From the data, we observe that Apple gives us the highest adjusted-risk returns of 6.97% followed by Bitcoin (5.82%) and coming in last is Vanguard (-0.34%) Let's create another function to make the volatility, average daily returns and Sharpe Ratio calculation reproducible.


# Function for performance comparison
def comparePerformance(df):
    # Initialising empty lists for our values
    ret_mean = []
    ret_std = []
    ret_sharp = []

    # Looping through all the stocks in the dataframe
    for col in df.columns:
        mean = df[col].mean() * 100
        std = df[col].std()
        sharpe = df[col].mean() / df[col].std()

        # Appending values to the empty lists
        ret_mean.append(round(mean, 3))
        ret_std.append(round(std, 3))
        ret_sharp.append(round(sharpe, 3))

    # Creating a dictionary with the data
    data = {
        "Average Daily Returns Percentage": ret_mean,
        "Asset Volatility": ret_std,
        "Asset Sharpe Ratio": ret_sharp
    }

    # Creation dataframe with the dictionary
    results = pd.DataFrame(data, index=df.columns)

    return results


comparePerformance(returns_1)

Output of comparePerformance(returns_1)

We have seen the performance of each security, now let us create a portfolio with the stated assets to diversify our portfolio. We will be comparing the performance of the portfolio with each asset to see if diversification creates better returns and also lowers our risk (volatility). First, we assume some weights for our assets in the portfolio. The weights tell us how much emphasis we would be putting on each security. For now lets give each asset an equal weight of 0.25.


# Creation of the portfolio
weights_1 = [0.25, 0.25, 0.25, 0.25]
returns_1["Portfolio"] = (returns_1 * weights_1).sum(axis=1)
returns_1.head()

Output of returns_1.head() after porfolio creation

Let's assume a USD10000 investment in each security and portfolio separately. We do this to analyze the performance of the portfolio against that of the securities. To do that we first add 1 to each value in the dataframe then replace the values in the first row with 10000. After we would use the "cumprod()" method to calculate the cumulative returns of the investment of each asset.

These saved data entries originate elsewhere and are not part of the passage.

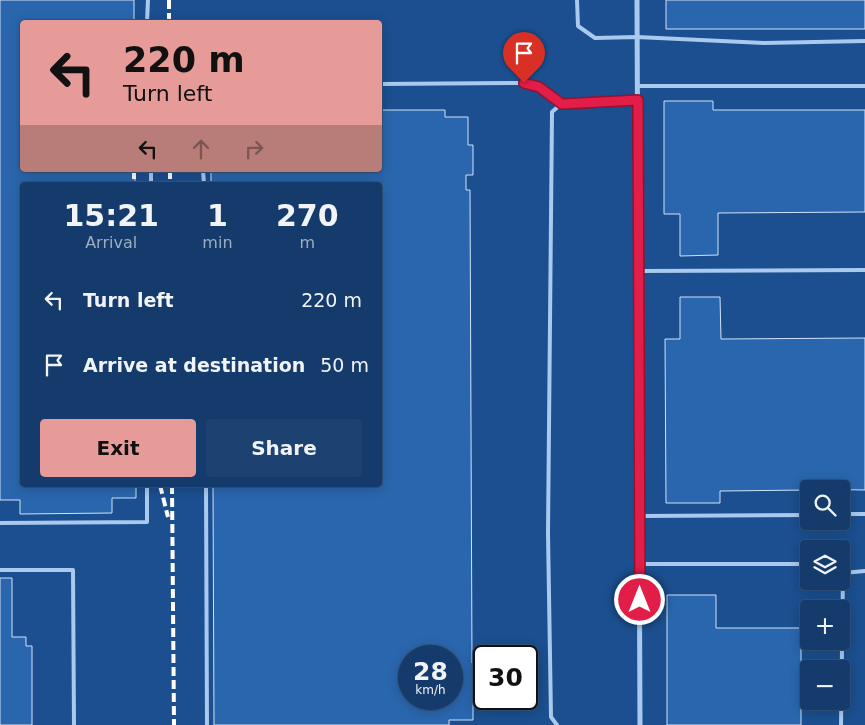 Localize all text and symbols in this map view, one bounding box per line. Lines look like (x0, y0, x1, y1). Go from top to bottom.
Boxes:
pin (503, 32, 545, 83)
icon: arrive (510, 39, 538, 67)
icon: left (40, 40, 105, 105)
text: 220 m (123, 40, 245, 80)
text: Turn left (123, 81, 212, 106)
icon: left (134, 135, 162, 163)
icon: ahead (187, 135, 215, 163)
icon: right (240, 135, 268, 163)
text: 15:21 (63, 198, 159, 233)
text: 1 (207, 198, 228, 233)
text: 270 (276, 198, 339, 233)
text: Arrival (85, 233, 137, 252)
text: min (202, 233, 233, 252)
text: m (299, 233, 315, 252)
icon: left (40, 286, 68, 314)
text: Turn left (83, 289, 174, 311)
text: 220 m (301, 289, 362, 311)
icon: arrive (40, 351, 68, 379)
text: Arrive at destination (83, 354, 305, 376)
text: 50 m (320, 354, 369, 376)
button: Exit (40, 419, 196, 477)
button: Share (206, 419, 362, 477)
map controls (800, 480, 850, 710)
button: search (800, 480, 850, 530)
button: layers (800, 540, 850, 590)
position arrow (613, 573, 665, 625)
button: + (800, 600, 850, 650)
speed limit sign: 30 (473, 645, 538, 710)
text: 28 (413, 657, 448, 686)
button: − (800, 660, 850, 710)
text: km/h (415, 683, 446, 697) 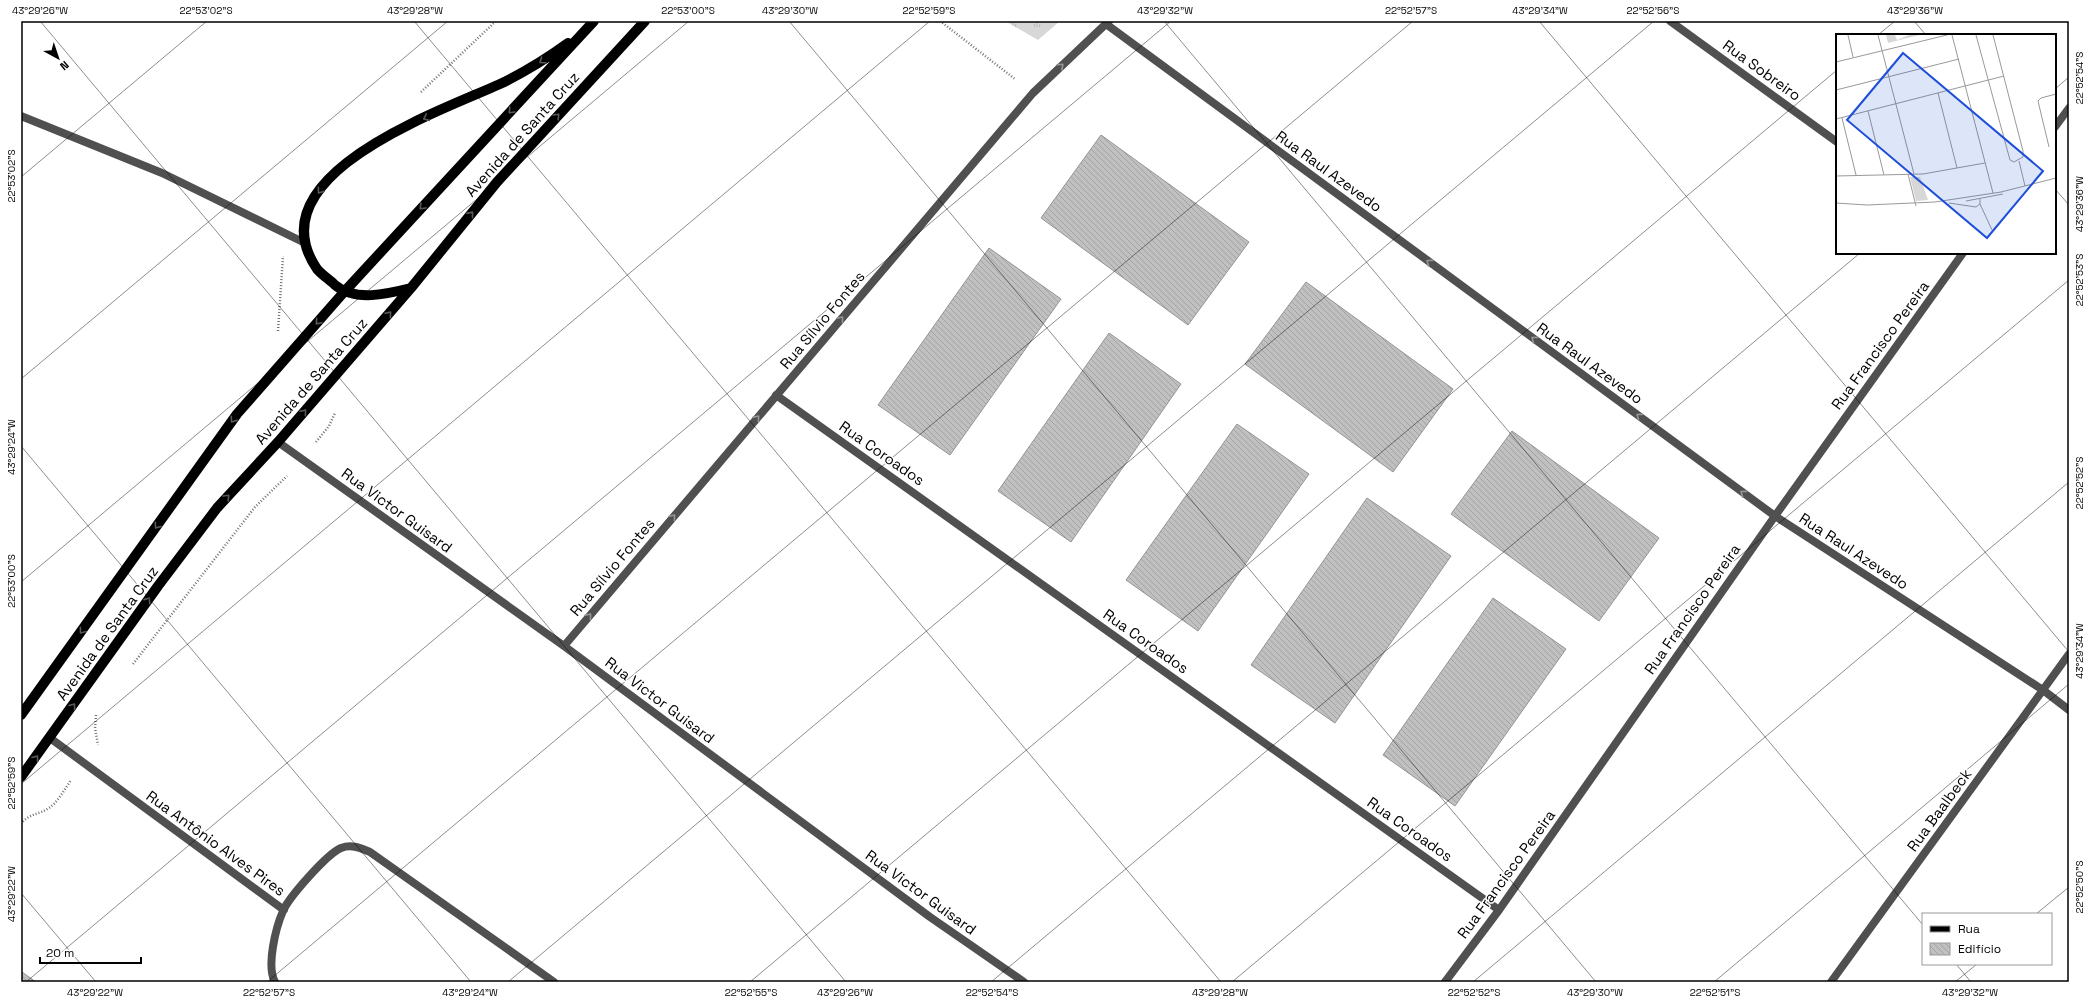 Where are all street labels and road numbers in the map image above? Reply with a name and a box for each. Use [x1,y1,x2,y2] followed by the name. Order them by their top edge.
[1719,35,1805,105] street label: Rua Sobreiro
[461,68,583,200] street label: Avenida de Santa Cruz
[1272,126,1386,216] street label: Rua Raul Azevedo
[775,267,869,373] street label: Rua Sílvio Fontes
[1827,277,1933,413] street label: Rua Francisco Pereira
[251,314,371,448] street label: Avenida de Santa Cruz
[1533,318,1647,408] street label: Rua Raul Azevedo
[836,417,928,489] street label: Rua Coroados
[338,463,456,557] street label: Rua Victor Guisard
[1796,509,1912,593] street label: Rua Raul Azevedo
[565,514,659,620] street label: Rua Sílvio Fontes
[1640,540,1744,678] street label: Rua Francisco Pereira
[52,562,162,704] street label: Avenida de Santa Cruz
[1100,605,1192,677] street label: Rua Coroados
[601,653,719,747] street label: Rua Victor Guisard
[1903,765,1975,855] street label: Rua Baalbeck
[143,786,289,900] street label: Rua Antônio Alves Pires
[1364,793,1456,865] street label: Rua Coroados
[1453,806,1559,942] street label: Rua Francisco Pereira
[862,845,980,939] street label: Rua Victor Guisard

returns_port = returns_1 + 1
returns_port.iloc[0] = 10000
returns_port = returns_port.cumprod()


returns_port.head()


returns_port.tail()

Output of returns_port.head() (left) and returns_port.tail() (right)

At first glance, we see that the portfolio did better than Nasdaq, and Vanguard but not Bitcoin or Apple. Let's plot the cumulated returns for all the assets on a lineplot to visually inspect the performance of the portfolio. To do that, we need to change the returns_port dataframe from wide to long. That can be achieved with the melt() method.

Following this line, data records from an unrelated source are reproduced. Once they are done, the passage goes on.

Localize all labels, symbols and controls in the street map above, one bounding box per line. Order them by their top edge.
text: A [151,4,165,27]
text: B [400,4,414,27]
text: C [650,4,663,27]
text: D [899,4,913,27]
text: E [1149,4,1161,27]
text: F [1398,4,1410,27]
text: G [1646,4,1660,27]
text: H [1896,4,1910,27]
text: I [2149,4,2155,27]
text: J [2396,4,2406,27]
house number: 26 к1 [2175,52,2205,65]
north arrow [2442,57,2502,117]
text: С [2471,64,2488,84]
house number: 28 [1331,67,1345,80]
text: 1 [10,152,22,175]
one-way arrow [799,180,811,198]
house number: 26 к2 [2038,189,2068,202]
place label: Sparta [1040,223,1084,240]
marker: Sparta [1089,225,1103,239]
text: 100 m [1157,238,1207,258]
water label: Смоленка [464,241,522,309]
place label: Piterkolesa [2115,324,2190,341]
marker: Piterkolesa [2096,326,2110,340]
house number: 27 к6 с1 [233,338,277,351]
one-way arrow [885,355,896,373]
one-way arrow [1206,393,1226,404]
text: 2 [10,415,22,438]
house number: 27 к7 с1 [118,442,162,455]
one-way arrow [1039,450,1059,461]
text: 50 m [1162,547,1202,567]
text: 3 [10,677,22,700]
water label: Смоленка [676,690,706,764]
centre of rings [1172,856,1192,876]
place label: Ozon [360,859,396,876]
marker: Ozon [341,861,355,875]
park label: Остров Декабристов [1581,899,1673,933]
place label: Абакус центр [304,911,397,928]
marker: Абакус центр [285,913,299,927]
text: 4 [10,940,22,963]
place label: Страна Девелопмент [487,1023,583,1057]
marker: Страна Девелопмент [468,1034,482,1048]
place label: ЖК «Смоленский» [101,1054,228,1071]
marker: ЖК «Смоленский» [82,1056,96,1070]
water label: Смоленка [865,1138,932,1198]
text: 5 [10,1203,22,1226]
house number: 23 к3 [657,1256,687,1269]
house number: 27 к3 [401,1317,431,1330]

# Making the date index a new column 
returns_port["Date"] = returns_port.index

# Changing the returns_port dataframe from wide to long 
returns_port = returns_port.melt(id_vars=["Date"], var_name="Asset", value_name="Value")
returns_port.head()

Output of returns_port.head() after using melt() method


# Plotting the assets in returns_port on a lineplot
plt.figure(figsize=(10, 8))
sns.lineplot(data=returns_port, x="Date", y="Value", hue="Asset")
plt.title("Cumulative Returns of Assets Over 5 Years")
plt.show()

Lineplot of returns_port dataframe

With the visual representation of the performance we see how well the portfolio has performed over the 5 year period. Let us check if it has good volatility and Sharpe Ratio measure given it's performance. We would go back to the returns_1 dataframe for this exploration.

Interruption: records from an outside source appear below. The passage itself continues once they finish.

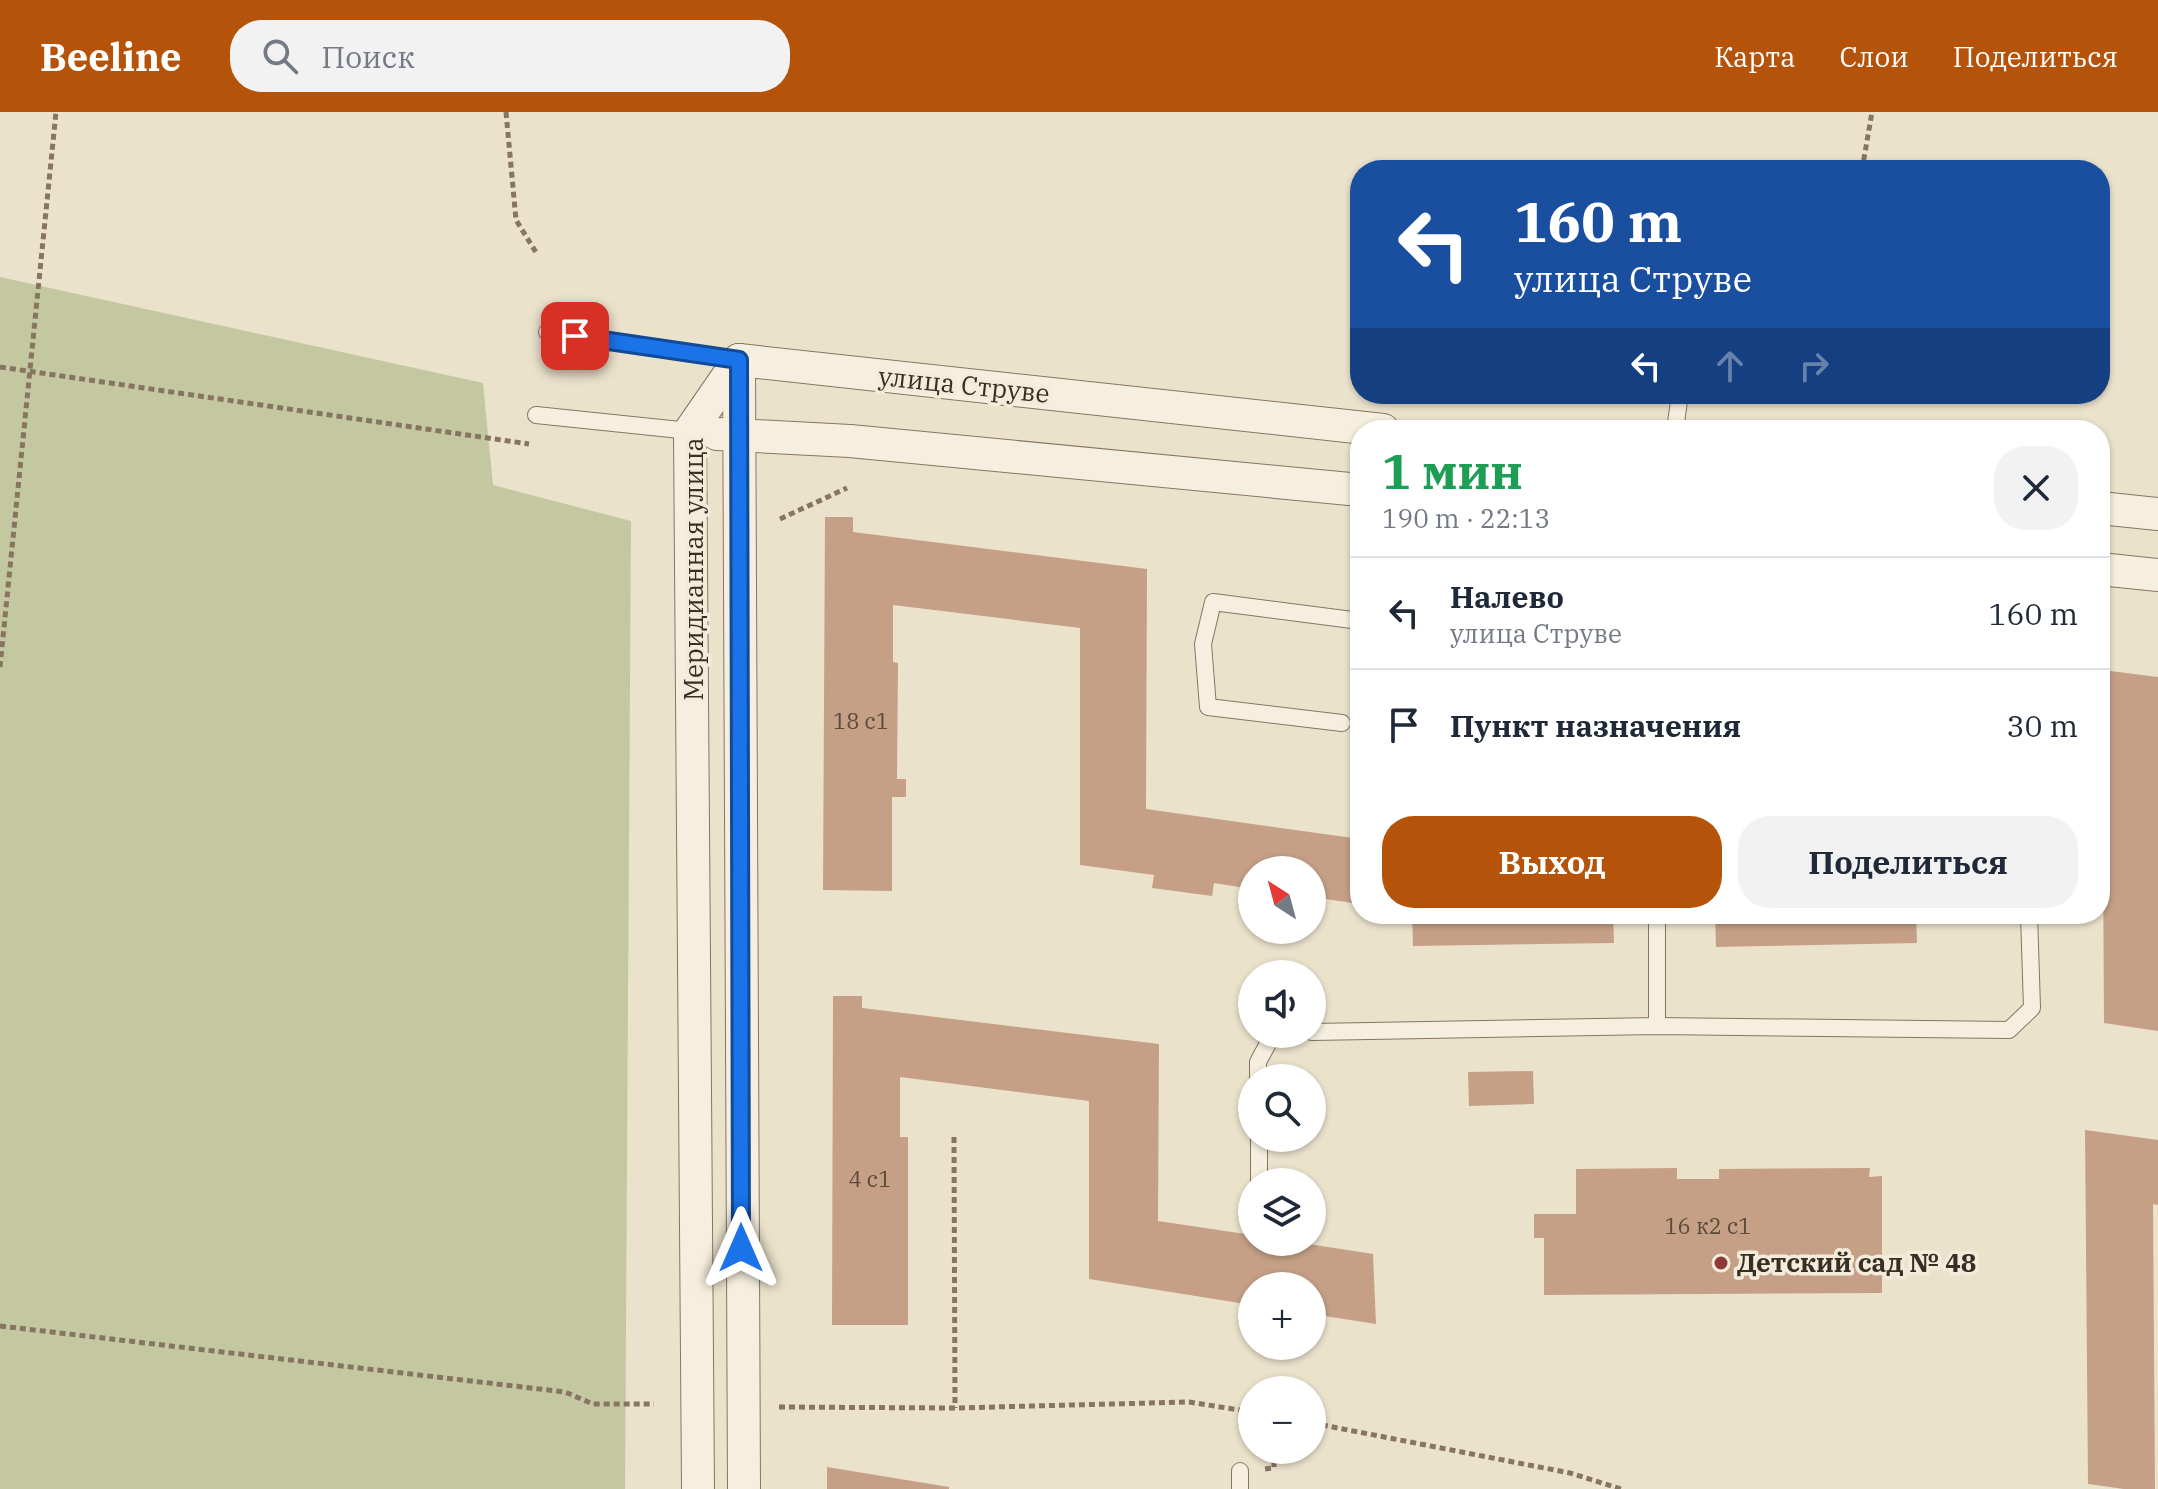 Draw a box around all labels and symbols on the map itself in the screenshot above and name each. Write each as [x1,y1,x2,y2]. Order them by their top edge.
pin [541,302,609,370]
street label: улица Струве [877,358,1051,410]
street label: Меридианная улица [676,437,710,701]
house number: 18 с1 [833,706,889,735]
north arrow [1238,856,1326,944]
house number: 4 с1 [849,1164,891,1193]
position arrow [699,1206,783,1290]
house number: 16 к2 c1 [1664,1211,1752,1240]
place label: Детский сад № 48 [1737,1245,1976,1279]
marker: Детский сад № 48 [1712,1254,1730,1272]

comparePerformance(returns_1)

Output of comparePerformance(returns_1)

We see that the average daily return of the portfolio is higher than Nasdaq's but the volatility measures are equal. Also, the Sharpe Ratio of the portfolio is the highest among all the assets. This shows the power of diversification. The efficient use of diversification can increase the performance of your portfolio. The rule of thumb is to select securities that have weak or fair correlation coefficients. Also, reducing the weight of highly volatile assets reduces the portfolio's volatility and increases its performance. Again let us create a function to effectively reproduce this work for any combination of securities and the portfolio.


# Funciton to plot the performance of assets and the portfolio
# weights parameter would be a list of the weights of the securities in the portfolio by order of the tickers dictionary
# amount is the amount to be invested in each security and the portfolio
def plotSecurities(start, end, tickers, weights, amount):
    # Using the pullDataReturns function to pull returns data
    returns, prices = pullDataReturns(start, end, tickers)

    # Convert weights to a numpy array
    weights = np.array(weights)

    # Check if the length of weights matches the number of tickers
    if len(weights) != len(tickers):
        raise ValueError("The length of weights must match the number of tickers.")

    # Creating portfolio columns with weights
    weighted_returns = returns * weights
    returns["Portfolio"] = weighted_returns.sum(axis=1)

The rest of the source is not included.